Yet Another PhD to Data Science Post (Part II)

September 29, 2015 ยท 7 minute read

Welcome to Part II of my journey from academic to industry data scientist. In my previous post, I wrote of my preparation leading up to the application to Insight Data Science. I will now talk about the Insight application process, the actual program, and demoing my project at companies. I will save studying for interviews and the actual interview process for the final post.

Application to Insight

The Insight written application is fairly straightforward. I went for the shotgun approach - I wrote everything that I could for each of the entry boxes hoping that something would stick. I think it’s important to actually have something to enter into each of the boxes. If they ask for a link to your LinkedIn page, then you should have a filled out LinkedIn page.

After making it past the first round, I was invited to do a Skype interview. I was tasked with sharing my screen and walking the interviewer through an interesting project of mine. One should try to show off as many “industrial data science” tools as possible during this stage. It may be tempting to pick a research project because it shows your smarts, but this is likely ill-advised unless said project uses lots of relevant Python or R. I chose to walk though some of my Festival Chatter project for which I created an IPython Notebook to show execution of various scripts and to produce some plots. This was a better suited talk than any of my research could have been (it’s hard to get people excited about nematic fluctuations in superconductors).

It should also be noted that your communication skills are likely being judged during this interview.

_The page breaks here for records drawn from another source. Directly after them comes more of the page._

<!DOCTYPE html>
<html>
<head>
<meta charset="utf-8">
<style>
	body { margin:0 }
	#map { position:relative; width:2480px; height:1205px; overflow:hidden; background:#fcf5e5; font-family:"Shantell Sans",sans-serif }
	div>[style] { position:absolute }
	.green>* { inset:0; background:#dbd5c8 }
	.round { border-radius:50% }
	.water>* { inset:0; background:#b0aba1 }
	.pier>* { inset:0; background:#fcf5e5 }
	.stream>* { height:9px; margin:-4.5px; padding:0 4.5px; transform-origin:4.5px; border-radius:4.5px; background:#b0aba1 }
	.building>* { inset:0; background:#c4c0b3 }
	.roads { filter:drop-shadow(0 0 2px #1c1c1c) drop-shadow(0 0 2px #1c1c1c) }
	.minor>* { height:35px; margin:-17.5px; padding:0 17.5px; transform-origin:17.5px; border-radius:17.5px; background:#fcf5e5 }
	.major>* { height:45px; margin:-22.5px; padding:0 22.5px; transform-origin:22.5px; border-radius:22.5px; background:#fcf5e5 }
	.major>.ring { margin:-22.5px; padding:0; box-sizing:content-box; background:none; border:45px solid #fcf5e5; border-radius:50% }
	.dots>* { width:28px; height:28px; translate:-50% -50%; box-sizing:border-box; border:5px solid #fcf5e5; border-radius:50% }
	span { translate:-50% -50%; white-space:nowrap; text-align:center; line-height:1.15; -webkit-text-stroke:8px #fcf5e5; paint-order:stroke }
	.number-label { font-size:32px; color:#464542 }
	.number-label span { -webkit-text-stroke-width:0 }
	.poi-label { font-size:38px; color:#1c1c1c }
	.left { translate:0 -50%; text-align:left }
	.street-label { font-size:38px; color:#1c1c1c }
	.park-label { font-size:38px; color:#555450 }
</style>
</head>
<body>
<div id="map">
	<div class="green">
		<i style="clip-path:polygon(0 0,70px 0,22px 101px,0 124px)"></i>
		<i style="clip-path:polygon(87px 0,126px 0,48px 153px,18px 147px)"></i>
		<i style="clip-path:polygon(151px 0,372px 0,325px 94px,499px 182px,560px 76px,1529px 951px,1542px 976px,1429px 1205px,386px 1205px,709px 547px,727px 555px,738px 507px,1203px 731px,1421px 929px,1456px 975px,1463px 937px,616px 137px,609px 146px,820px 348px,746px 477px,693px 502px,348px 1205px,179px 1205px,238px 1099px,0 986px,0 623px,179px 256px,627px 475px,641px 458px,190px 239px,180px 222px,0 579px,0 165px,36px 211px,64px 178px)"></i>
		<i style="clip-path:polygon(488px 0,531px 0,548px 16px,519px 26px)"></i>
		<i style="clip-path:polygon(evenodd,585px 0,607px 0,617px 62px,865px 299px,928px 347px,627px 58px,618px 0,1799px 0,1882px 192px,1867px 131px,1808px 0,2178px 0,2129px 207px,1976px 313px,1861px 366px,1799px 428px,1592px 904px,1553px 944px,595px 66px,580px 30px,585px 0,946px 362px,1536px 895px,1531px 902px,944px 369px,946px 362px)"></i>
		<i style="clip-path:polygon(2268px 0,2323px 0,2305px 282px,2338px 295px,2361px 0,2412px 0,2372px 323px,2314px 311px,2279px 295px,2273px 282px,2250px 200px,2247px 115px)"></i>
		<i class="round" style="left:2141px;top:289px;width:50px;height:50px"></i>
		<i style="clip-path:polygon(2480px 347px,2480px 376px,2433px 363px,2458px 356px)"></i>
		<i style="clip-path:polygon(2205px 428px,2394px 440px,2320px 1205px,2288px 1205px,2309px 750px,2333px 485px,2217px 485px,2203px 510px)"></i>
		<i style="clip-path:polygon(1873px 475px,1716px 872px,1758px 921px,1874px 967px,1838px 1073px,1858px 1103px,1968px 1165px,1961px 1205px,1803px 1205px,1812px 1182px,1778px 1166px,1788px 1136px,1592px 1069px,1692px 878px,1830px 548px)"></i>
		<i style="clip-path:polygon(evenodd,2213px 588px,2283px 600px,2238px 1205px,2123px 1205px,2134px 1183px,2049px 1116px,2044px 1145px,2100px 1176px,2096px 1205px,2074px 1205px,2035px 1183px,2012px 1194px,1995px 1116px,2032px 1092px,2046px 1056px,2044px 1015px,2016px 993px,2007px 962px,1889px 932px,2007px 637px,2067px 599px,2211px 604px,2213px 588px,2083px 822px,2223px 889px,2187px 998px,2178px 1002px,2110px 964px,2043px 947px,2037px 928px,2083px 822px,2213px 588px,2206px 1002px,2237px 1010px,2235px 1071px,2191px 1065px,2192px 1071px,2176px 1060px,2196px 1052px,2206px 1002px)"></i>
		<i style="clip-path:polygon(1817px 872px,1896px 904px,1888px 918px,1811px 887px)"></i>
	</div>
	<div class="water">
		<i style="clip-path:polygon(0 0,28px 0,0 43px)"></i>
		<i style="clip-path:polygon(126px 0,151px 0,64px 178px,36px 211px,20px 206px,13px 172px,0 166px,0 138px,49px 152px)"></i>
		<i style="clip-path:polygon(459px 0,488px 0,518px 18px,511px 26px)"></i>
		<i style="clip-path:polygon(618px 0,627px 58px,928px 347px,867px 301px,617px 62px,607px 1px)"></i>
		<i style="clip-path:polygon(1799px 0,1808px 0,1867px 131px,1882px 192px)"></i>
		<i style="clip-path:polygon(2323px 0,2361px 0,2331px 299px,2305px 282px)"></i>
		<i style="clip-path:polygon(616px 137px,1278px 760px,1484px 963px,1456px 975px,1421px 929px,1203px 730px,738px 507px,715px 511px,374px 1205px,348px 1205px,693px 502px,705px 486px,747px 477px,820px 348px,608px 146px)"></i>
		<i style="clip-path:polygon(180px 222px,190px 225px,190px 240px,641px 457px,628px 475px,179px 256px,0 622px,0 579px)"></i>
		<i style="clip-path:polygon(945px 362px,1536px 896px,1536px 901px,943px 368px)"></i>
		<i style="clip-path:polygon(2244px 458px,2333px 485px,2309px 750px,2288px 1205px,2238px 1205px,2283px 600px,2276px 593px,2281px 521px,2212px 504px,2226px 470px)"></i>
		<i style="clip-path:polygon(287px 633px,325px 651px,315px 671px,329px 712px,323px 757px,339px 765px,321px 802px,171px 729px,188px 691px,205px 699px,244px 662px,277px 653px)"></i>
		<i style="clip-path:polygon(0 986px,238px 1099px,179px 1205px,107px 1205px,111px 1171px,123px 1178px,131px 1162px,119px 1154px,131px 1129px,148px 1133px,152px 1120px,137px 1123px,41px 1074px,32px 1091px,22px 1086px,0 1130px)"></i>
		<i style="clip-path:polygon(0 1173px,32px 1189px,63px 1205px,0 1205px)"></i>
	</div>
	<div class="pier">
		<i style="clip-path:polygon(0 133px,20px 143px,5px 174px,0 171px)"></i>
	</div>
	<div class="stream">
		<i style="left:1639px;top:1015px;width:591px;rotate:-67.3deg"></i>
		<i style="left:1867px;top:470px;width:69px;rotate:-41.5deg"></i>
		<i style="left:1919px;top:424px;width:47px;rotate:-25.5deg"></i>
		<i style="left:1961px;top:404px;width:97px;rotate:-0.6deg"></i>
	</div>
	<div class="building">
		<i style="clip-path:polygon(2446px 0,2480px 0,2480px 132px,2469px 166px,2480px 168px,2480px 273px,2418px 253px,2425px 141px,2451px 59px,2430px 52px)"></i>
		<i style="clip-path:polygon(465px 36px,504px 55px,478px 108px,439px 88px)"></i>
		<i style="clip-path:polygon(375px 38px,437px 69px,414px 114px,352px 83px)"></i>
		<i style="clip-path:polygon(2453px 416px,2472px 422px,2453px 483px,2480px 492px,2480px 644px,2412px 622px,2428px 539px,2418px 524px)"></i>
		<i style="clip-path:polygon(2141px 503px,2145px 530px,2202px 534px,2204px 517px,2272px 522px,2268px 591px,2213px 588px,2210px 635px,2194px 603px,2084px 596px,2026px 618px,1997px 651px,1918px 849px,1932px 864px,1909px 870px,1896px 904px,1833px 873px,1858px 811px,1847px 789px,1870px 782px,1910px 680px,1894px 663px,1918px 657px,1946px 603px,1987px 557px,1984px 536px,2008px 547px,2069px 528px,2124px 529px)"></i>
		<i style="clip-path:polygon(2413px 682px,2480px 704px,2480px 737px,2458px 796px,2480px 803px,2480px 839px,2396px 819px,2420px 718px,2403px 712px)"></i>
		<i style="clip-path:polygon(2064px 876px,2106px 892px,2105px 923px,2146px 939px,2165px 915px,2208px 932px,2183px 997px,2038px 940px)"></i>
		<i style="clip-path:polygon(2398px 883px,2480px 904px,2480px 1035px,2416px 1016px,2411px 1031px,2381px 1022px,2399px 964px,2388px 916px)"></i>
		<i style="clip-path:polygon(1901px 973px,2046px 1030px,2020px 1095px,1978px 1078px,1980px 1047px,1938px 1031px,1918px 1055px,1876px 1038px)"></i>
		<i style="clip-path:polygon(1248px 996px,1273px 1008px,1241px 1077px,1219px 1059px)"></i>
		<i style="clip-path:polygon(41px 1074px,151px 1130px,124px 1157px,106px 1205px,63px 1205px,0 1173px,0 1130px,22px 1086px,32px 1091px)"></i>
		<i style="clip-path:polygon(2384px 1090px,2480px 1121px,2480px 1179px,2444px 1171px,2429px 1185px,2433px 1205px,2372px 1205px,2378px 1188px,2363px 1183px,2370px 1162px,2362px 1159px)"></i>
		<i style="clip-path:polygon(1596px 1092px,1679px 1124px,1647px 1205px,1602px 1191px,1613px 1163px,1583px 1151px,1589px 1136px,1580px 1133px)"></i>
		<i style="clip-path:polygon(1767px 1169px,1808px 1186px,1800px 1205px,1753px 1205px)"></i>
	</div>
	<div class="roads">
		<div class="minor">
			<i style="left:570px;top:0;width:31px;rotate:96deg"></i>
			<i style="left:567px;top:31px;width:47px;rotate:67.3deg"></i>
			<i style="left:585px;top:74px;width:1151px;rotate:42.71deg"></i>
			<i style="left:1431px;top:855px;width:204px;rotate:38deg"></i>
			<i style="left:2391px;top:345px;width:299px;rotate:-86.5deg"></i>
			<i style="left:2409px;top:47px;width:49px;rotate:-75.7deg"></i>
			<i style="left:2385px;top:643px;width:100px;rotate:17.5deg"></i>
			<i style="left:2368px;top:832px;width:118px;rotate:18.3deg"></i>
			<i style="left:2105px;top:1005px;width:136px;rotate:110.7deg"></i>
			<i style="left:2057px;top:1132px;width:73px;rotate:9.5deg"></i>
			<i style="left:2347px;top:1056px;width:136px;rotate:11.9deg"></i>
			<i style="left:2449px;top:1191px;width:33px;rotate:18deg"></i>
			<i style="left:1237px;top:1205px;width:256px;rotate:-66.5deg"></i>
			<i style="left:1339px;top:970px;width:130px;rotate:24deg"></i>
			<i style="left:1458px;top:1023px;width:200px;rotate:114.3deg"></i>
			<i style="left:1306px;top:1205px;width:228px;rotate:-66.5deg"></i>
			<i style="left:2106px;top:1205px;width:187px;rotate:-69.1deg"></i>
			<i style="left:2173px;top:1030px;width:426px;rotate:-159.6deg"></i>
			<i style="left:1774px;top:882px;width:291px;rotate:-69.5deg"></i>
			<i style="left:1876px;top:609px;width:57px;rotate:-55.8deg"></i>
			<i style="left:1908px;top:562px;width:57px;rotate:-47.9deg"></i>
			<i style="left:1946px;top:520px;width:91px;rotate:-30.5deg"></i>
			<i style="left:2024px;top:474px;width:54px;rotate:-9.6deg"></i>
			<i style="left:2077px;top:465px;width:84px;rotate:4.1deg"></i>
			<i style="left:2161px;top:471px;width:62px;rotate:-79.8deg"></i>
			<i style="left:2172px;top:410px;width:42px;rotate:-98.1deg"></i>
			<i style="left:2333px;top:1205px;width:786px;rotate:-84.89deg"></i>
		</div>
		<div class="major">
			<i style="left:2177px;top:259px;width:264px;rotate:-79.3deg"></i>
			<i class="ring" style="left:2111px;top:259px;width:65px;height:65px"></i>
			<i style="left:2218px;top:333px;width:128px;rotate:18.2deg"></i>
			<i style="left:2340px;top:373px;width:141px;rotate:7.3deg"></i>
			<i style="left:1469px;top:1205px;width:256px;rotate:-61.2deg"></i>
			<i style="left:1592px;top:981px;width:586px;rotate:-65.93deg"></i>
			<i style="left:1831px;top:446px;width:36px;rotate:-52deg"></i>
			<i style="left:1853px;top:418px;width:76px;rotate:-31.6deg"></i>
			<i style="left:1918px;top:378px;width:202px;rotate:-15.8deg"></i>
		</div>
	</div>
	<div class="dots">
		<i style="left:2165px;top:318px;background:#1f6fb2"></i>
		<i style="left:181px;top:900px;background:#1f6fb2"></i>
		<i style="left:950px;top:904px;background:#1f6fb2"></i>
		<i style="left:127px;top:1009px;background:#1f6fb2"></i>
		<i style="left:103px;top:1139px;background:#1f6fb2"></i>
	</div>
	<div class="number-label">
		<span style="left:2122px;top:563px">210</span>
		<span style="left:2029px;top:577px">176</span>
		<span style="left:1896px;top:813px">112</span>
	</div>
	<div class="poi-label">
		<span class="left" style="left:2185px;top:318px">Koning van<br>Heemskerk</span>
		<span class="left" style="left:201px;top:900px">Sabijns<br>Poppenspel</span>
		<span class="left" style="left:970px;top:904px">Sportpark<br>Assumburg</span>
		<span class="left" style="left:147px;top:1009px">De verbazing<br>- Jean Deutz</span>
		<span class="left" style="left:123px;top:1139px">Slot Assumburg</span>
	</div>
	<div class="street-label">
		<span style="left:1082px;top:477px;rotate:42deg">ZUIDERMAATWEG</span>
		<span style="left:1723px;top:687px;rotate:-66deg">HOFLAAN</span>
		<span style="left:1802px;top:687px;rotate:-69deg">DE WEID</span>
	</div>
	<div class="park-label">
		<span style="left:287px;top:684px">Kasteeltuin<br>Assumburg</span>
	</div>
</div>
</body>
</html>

I know this because listening to the other fellows give talks at Insight was night-and-day better than any scientific conference that I have ever been too.

Things seemed to go well during my interview. In the midst of doing laundry a couple weeks later, I got an email saying that I had been accepted. I was totally pumped, and then I stared down at the laundry and realized that it was not going to do itself.

Caveats

Before getting into my experience at Insight, I think it’s important to understand what bootcamps can and cannot do. Many programs boast high placement rates and starting salaries. We are in a fantastic time to be in the data industry, so these reports could well be true. Inisght mentions a 100% placement rate on their website, and it is easy to see that and think, “Hell yeah! If I just get accepted then I’ve got a guaranteed job!” However, no bootcamp can make a company hire you. It is still up to you to interview and land a job. Bootcamps are merely a foot in the door at many companies (albeit an excessively large foot).

Insight Schedule

The schedule of Insight goes roughly as follows:

  • 3 weeks working on a project
  • 1 week refining project demonstration
  • 3 weeks demoing at companies
  • Interview until you get hired

Notice that there are no real lectures or classes. You learn by doing, and you learn from your peers. This method of learning is likely not for everyone. I enjoyed it because it reminded me of how I learned in the lab, but that’s just me. Also, Insight seems to do an incredible job of screening for genuinely nice people which greatly facilitated peer learning.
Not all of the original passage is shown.